======== INFORMATION PROVIDED
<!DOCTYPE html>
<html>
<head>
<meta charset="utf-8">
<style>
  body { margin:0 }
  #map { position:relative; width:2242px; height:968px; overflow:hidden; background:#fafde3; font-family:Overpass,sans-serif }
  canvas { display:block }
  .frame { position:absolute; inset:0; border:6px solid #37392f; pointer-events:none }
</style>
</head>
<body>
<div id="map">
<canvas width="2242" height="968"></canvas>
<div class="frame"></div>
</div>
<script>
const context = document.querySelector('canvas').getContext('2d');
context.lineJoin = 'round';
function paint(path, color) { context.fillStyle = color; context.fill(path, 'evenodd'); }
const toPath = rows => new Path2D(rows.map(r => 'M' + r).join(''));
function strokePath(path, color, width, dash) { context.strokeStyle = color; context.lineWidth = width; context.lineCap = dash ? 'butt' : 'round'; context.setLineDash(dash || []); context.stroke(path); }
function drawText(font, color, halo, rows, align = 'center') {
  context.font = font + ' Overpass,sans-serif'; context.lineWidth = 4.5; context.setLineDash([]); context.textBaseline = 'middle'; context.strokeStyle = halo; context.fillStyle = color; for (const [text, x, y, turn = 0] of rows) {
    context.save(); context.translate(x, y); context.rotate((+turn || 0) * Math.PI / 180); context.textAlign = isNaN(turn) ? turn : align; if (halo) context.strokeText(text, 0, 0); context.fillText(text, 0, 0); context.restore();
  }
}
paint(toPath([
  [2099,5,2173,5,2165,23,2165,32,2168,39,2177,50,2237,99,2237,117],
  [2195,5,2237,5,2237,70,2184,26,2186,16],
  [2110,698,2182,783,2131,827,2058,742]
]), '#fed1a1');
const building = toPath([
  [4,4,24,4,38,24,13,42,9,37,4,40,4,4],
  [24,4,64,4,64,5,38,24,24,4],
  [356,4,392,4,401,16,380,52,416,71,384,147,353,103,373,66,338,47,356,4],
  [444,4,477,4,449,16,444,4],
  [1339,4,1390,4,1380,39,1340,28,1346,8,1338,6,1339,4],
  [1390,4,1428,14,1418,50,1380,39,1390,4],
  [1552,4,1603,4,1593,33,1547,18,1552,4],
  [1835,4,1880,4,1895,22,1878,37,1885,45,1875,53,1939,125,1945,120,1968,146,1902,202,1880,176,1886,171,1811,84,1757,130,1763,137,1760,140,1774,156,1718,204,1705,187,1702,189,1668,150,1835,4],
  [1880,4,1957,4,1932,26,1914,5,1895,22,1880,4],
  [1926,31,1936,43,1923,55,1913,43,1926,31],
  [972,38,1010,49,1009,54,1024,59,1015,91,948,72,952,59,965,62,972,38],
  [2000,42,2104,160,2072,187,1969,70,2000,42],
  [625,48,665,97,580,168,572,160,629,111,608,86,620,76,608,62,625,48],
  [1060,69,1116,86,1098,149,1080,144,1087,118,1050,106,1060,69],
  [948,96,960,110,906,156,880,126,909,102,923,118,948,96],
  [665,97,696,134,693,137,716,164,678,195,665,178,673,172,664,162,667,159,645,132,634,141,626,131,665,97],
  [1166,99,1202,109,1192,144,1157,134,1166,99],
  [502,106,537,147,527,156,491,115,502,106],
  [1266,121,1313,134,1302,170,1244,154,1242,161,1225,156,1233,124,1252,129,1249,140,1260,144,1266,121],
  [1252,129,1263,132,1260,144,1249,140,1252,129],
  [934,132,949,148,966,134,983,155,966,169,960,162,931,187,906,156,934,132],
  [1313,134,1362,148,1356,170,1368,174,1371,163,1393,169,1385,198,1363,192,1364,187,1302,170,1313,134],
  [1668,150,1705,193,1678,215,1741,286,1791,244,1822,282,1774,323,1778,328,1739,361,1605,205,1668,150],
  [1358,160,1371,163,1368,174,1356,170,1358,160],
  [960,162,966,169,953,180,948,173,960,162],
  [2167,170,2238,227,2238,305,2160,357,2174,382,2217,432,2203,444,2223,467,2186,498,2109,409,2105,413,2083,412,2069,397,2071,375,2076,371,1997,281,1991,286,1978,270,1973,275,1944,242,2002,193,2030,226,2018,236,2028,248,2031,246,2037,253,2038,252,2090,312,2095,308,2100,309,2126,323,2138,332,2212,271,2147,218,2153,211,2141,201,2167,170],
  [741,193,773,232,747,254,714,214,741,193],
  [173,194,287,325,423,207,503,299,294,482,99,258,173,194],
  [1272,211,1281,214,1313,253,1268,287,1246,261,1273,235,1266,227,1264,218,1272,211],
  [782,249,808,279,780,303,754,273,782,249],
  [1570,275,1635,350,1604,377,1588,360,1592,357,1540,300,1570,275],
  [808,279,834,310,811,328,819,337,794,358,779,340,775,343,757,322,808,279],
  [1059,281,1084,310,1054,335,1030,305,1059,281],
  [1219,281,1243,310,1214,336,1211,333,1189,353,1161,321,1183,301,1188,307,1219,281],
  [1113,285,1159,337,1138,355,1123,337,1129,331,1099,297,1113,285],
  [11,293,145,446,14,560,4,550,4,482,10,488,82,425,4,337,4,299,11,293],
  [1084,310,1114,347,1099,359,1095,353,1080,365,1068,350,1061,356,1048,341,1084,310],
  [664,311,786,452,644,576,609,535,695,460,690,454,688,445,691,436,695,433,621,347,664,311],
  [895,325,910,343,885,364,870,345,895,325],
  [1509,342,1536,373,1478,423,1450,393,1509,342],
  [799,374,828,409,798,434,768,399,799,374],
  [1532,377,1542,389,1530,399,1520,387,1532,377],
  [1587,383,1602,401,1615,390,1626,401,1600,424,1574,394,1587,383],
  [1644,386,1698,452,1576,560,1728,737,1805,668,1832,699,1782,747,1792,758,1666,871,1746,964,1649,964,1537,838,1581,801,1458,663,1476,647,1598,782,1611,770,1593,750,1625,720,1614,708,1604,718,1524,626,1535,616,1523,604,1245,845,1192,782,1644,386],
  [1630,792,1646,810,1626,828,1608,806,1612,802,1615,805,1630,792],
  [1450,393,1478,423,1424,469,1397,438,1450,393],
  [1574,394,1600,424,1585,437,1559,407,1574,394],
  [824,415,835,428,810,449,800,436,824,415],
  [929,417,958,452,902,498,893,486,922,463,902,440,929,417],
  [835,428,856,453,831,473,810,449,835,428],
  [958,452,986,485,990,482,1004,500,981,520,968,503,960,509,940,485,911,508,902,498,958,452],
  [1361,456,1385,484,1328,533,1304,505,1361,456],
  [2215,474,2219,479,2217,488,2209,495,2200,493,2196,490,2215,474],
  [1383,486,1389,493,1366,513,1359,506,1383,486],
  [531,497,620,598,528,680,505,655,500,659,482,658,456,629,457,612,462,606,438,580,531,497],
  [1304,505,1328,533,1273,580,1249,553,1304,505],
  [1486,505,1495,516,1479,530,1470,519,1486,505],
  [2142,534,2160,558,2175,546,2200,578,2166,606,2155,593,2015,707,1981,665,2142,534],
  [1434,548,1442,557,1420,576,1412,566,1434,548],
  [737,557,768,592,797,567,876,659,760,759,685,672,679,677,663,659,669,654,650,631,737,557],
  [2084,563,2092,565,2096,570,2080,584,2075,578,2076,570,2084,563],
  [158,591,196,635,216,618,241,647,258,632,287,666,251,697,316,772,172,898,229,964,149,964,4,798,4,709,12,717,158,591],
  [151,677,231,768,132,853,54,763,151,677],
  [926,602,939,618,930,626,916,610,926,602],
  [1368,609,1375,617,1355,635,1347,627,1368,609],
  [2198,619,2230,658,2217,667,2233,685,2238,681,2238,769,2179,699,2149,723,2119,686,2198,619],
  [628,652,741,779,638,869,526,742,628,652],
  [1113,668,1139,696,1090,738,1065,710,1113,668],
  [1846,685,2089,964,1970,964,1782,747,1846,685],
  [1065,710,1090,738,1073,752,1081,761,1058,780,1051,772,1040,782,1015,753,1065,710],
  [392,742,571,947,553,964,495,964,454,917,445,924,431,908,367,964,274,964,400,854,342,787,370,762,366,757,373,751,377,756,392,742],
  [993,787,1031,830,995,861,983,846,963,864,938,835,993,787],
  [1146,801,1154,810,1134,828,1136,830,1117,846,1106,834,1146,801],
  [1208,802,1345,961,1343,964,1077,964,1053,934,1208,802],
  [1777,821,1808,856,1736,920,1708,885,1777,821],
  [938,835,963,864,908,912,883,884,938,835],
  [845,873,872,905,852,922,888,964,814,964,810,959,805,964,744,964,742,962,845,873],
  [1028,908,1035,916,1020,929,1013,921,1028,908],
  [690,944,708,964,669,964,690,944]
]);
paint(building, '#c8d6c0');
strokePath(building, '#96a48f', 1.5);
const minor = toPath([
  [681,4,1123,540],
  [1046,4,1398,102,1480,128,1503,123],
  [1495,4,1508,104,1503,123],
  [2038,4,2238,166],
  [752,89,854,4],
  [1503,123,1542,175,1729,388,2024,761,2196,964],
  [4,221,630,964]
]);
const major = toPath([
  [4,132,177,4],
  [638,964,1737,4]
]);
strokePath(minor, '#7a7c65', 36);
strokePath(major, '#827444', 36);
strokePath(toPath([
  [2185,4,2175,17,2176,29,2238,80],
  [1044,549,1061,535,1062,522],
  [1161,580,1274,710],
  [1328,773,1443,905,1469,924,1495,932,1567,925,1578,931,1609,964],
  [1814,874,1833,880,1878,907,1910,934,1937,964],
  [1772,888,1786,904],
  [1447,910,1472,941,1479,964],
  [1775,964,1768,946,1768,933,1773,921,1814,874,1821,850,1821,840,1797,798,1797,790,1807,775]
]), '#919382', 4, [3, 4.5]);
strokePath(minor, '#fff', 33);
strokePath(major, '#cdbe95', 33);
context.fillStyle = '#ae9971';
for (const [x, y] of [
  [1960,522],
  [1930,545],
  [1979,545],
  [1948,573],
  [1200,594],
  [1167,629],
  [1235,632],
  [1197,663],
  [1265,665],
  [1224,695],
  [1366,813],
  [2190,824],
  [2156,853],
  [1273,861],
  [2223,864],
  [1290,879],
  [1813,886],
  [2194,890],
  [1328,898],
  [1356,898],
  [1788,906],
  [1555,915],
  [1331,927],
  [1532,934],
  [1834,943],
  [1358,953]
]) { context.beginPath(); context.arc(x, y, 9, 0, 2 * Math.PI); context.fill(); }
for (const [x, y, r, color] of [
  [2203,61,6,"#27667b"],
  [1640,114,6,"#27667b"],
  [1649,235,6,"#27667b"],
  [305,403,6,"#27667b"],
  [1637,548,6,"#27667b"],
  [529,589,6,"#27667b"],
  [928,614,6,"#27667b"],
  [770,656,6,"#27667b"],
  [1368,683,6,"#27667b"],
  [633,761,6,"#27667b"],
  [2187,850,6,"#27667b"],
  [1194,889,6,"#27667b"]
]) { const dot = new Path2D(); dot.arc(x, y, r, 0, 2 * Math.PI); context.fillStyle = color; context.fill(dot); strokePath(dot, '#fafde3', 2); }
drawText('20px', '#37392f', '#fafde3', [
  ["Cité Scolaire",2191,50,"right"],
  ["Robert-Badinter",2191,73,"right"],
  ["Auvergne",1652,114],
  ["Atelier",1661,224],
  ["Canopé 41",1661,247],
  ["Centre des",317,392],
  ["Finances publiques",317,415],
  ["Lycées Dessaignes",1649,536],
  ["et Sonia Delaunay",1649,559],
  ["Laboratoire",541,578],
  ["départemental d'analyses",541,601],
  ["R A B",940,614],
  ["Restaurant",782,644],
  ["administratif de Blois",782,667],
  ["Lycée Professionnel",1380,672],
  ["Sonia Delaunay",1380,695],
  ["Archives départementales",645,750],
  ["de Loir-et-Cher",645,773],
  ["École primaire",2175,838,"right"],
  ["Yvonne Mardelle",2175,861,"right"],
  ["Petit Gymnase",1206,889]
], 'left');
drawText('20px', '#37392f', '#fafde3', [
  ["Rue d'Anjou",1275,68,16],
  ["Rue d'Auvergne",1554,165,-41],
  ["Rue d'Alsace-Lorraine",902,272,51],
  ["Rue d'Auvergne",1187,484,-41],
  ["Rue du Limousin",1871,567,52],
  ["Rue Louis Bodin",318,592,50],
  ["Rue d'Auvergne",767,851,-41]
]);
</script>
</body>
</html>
================
— EXERCISE —
The string "canvas" marks the lines to copy; report each of them from the data above.

— REPLY —
  canvas { display:block }
<canvas width="2242" height="968"></canvas>
const context = document.querySelector('canvas').getContext('2d');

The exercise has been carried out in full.